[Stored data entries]
________________________

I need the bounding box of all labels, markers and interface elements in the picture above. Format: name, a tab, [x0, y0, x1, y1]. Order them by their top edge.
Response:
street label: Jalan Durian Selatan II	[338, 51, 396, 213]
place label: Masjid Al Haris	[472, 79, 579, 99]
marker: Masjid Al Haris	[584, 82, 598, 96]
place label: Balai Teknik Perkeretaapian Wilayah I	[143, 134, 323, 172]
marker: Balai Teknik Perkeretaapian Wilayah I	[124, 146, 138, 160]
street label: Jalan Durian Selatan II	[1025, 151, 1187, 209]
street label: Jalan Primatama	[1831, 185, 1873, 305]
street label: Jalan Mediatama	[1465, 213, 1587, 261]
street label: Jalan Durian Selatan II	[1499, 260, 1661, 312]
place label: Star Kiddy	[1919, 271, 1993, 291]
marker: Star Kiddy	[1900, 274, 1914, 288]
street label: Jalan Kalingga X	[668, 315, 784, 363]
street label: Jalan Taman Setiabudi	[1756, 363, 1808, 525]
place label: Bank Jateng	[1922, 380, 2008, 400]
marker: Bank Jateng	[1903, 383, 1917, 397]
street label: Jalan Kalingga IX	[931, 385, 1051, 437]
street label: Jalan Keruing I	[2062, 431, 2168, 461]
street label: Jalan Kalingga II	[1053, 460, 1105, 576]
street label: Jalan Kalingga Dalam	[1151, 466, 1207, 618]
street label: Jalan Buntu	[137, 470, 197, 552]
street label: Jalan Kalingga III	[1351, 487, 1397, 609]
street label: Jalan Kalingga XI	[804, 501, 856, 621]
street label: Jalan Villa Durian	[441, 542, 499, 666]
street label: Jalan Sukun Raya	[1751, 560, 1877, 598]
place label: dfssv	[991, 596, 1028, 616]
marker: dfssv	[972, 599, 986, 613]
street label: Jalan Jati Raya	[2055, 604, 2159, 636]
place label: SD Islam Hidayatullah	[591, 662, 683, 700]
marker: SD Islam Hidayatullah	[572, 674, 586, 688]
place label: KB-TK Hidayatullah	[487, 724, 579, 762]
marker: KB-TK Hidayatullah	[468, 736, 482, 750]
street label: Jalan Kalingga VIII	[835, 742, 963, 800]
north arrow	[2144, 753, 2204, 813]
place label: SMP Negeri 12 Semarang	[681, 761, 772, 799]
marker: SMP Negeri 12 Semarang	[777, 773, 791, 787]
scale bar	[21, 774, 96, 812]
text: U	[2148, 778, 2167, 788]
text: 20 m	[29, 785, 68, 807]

________________________

■ Exercise aim ■
What is the number of lines above that hold the string "place"? Answer with that number alone.

■ Your response ■
8